Let’s first extract the vector for the posterior values and graph the values using a histogram.
% matplotlib inline
import matplotlib.pyplot as plt
import seaborn as sns
effect_sim = fit.extract()['effect']
sns.distplot(effect_sim)
Next, let’s calculate the probability that the effect is greater than \(\delta\). For this example, let’s assume \(\delta\) is equal to .05. In other words, the other intervention we are comparing our intervention to causes a 5 percentage point increase in the probability of the outcome being a success.

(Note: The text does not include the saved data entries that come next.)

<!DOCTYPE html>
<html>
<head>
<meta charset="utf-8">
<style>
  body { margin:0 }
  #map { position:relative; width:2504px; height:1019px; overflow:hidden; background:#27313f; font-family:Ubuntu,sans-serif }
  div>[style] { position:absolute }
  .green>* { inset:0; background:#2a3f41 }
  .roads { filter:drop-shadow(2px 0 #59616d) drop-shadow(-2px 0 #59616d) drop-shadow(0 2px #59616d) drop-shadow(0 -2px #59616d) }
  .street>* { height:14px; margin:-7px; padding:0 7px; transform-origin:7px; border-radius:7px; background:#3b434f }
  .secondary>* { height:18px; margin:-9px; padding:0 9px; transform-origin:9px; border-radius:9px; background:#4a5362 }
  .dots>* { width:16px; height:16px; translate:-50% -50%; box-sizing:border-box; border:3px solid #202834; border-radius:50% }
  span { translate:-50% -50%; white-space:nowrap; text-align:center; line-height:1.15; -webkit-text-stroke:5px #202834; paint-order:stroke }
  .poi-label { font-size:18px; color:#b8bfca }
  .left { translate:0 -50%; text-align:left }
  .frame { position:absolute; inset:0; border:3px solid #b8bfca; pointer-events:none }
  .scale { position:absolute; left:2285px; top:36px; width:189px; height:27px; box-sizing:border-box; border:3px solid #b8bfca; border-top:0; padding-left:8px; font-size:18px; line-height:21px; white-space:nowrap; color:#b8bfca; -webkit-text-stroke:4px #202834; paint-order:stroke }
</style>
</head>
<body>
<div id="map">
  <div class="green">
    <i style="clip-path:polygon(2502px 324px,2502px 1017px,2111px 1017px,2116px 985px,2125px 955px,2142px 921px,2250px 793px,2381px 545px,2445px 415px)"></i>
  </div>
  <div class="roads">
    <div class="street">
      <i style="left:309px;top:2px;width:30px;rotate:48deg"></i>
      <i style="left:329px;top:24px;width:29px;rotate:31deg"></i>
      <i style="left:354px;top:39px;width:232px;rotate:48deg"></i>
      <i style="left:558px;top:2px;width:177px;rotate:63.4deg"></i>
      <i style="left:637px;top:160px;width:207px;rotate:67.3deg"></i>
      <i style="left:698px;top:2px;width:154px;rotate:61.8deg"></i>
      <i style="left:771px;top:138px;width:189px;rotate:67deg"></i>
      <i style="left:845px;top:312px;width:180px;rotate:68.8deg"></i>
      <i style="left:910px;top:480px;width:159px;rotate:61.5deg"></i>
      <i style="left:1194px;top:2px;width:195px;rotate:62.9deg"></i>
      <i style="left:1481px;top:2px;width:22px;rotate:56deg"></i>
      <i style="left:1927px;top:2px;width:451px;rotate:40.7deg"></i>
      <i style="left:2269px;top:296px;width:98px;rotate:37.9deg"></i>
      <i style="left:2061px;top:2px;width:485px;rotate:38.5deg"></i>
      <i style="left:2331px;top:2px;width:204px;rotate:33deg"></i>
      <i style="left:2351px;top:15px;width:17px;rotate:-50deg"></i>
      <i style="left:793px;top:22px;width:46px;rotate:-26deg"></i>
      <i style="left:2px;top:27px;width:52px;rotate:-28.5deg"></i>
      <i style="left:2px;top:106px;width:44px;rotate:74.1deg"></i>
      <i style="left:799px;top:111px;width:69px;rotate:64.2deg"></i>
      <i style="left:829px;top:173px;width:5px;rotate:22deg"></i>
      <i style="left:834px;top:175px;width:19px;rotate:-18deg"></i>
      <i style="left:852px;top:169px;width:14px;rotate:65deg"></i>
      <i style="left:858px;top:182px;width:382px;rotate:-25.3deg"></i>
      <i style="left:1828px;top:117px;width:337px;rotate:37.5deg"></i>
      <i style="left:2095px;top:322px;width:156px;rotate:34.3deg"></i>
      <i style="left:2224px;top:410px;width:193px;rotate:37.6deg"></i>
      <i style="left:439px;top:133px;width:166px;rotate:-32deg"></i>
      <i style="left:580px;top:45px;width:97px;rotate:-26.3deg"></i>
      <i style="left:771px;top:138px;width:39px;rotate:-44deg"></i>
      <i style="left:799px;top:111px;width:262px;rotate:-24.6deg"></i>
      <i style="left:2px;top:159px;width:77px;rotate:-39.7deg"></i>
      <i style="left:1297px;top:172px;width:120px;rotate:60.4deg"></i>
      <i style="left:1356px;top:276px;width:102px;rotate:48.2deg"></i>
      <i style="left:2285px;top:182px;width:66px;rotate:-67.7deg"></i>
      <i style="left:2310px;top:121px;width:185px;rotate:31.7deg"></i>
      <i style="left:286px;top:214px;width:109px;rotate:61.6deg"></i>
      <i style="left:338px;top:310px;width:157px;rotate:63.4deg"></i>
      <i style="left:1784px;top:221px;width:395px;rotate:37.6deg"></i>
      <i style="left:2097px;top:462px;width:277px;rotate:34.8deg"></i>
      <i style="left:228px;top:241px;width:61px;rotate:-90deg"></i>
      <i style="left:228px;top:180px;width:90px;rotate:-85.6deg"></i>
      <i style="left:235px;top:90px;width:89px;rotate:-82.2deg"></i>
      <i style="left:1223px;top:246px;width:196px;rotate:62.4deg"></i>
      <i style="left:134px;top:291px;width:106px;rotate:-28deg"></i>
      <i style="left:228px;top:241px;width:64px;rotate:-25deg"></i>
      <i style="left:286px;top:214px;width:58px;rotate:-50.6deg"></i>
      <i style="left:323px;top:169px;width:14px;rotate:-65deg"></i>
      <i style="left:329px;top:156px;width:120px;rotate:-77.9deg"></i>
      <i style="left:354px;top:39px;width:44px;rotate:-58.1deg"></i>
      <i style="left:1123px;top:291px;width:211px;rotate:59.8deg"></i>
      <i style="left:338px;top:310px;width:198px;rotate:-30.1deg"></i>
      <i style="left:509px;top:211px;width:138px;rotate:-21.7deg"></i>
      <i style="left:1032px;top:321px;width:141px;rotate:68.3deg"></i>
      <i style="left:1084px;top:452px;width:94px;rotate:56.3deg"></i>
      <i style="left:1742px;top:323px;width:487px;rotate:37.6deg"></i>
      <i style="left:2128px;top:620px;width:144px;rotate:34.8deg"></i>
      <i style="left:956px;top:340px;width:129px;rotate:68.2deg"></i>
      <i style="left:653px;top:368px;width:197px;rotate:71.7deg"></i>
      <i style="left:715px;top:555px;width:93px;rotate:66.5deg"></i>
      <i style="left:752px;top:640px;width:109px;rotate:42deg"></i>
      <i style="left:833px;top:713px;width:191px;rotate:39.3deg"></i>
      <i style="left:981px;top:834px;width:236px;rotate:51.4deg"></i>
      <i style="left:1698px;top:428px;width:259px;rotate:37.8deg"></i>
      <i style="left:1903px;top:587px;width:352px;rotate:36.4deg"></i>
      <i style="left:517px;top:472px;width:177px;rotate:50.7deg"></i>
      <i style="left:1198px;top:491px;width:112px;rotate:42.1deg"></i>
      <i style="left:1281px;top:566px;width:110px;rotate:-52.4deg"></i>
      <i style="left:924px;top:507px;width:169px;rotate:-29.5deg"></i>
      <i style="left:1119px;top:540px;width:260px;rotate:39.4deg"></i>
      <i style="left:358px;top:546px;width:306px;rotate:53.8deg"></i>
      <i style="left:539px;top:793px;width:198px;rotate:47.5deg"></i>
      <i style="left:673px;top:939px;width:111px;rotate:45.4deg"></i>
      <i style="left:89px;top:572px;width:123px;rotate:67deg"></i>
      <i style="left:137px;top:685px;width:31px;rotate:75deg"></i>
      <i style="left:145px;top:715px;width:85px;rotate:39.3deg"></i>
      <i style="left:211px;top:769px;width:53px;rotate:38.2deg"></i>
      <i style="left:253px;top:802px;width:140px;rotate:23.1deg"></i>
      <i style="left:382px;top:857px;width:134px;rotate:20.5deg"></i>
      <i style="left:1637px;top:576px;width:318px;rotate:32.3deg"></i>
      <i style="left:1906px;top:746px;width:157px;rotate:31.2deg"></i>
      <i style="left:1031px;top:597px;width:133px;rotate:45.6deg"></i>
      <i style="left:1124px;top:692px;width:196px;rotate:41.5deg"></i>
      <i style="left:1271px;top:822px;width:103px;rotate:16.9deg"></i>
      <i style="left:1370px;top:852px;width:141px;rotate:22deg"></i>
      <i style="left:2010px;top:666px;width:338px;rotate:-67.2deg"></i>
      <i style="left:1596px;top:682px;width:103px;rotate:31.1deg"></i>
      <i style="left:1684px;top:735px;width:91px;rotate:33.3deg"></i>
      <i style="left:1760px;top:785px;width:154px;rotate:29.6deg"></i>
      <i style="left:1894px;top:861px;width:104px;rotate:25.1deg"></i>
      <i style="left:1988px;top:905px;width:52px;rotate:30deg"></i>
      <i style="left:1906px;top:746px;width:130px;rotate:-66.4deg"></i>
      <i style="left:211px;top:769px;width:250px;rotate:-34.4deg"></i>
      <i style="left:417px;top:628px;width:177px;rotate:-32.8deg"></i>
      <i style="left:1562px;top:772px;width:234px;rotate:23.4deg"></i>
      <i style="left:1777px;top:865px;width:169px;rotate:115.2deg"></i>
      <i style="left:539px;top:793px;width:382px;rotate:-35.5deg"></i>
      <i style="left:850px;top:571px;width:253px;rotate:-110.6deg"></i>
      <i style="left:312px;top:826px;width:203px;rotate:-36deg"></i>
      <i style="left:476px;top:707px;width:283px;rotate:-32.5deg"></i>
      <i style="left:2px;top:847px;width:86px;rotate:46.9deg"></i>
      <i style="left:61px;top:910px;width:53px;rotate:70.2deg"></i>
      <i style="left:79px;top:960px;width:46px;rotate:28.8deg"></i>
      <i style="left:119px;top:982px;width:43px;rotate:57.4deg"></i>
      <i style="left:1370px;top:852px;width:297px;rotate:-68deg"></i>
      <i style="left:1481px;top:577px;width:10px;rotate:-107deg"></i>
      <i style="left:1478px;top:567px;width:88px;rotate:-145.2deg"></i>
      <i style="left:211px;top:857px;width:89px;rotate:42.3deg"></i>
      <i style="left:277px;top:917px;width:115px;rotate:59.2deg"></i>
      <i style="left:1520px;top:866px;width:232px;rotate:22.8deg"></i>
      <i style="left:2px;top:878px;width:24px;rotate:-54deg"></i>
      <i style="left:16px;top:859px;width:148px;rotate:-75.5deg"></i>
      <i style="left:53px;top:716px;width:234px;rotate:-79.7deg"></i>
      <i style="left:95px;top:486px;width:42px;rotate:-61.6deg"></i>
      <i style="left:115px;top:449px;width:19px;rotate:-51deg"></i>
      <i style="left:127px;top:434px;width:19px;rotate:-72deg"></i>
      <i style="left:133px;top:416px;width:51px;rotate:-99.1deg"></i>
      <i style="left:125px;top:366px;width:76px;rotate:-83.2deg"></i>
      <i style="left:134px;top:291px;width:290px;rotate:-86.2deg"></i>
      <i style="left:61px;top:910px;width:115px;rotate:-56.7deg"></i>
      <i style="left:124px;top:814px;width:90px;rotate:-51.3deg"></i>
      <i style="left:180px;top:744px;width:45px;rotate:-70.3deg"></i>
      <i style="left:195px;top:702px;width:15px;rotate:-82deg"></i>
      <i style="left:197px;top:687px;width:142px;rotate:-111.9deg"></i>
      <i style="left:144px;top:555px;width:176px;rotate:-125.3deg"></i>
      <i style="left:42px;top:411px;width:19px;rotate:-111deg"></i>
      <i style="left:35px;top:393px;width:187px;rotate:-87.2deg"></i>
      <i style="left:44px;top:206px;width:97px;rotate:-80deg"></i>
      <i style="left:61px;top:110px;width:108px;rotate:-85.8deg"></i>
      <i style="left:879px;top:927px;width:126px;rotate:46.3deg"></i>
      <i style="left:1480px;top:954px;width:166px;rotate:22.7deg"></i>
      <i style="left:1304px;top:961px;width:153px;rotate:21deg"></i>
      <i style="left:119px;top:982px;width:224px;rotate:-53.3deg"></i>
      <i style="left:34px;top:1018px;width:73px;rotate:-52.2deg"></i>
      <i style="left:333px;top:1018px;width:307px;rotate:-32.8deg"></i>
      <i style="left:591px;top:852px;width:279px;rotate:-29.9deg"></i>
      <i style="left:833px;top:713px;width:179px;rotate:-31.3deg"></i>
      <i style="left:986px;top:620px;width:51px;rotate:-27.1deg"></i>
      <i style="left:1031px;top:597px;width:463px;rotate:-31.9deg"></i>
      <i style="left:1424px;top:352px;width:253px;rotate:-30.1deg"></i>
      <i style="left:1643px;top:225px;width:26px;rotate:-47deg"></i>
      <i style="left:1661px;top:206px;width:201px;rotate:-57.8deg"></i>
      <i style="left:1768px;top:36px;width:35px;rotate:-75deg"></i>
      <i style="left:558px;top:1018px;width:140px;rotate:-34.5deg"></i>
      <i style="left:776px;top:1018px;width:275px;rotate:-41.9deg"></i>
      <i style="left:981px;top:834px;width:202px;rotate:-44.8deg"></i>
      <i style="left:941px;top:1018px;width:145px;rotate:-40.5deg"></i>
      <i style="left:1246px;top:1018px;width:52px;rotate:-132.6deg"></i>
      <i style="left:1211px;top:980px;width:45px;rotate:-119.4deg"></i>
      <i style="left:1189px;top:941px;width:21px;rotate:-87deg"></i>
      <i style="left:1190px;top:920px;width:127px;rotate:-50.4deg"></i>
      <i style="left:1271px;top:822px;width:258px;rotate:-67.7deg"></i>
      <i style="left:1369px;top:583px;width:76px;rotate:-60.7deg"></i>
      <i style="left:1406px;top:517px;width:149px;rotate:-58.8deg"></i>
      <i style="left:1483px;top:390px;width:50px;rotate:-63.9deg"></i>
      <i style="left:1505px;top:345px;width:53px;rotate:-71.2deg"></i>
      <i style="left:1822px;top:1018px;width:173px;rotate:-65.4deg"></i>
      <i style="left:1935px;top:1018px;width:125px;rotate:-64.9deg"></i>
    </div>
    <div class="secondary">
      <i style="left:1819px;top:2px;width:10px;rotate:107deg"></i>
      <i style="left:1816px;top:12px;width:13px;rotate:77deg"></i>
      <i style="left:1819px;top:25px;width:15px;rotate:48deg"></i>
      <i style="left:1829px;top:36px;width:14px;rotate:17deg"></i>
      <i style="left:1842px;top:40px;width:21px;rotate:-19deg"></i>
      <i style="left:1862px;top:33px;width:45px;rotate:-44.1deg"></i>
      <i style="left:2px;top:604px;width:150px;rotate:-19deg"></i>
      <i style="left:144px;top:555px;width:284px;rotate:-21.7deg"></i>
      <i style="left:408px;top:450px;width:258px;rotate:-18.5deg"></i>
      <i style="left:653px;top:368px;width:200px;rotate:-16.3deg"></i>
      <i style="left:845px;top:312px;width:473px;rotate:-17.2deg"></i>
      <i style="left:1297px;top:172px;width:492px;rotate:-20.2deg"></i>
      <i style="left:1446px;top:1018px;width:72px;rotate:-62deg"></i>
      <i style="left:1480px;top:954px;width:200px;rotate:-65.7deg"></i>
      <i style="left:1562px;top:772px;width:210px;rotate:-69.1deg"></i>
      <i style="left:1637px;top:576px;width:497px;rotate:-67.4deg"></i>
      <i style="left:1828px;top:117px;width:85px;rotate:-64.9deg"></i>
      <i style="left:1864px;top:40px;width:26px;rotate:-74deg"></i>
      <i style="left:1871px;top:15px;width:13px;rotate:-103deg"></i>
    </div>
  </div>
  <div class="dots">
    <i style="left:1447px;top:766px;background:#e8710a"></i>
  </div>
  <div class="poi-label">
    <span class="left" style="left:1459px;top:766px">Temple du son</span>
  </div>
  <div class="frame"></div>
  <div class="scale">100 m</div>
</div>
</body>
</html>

# calculate the probability that effect size is greater than 0
(effect_sim >0.05).sum()/len(effect_sim)
0.75849999999999995
Takeaway
According to our model, the probability that the effect of the new intervention is greater than the intervention that we are comparing it to is 76%! Despite the large p-value for our initial analysis, the more thorough Bayesian shows that our message to the client should be clear: you should definitely take up this intervention.
I should add one last cavet. In this example, a relatively large p-value ended up translating into a relatively large probability that the intervention is effective. Please note that this is not always going to be the case! Also note that I have glossed over several details in fitting the model. For example, we should always check that our model appeared to converge on a stable distribution.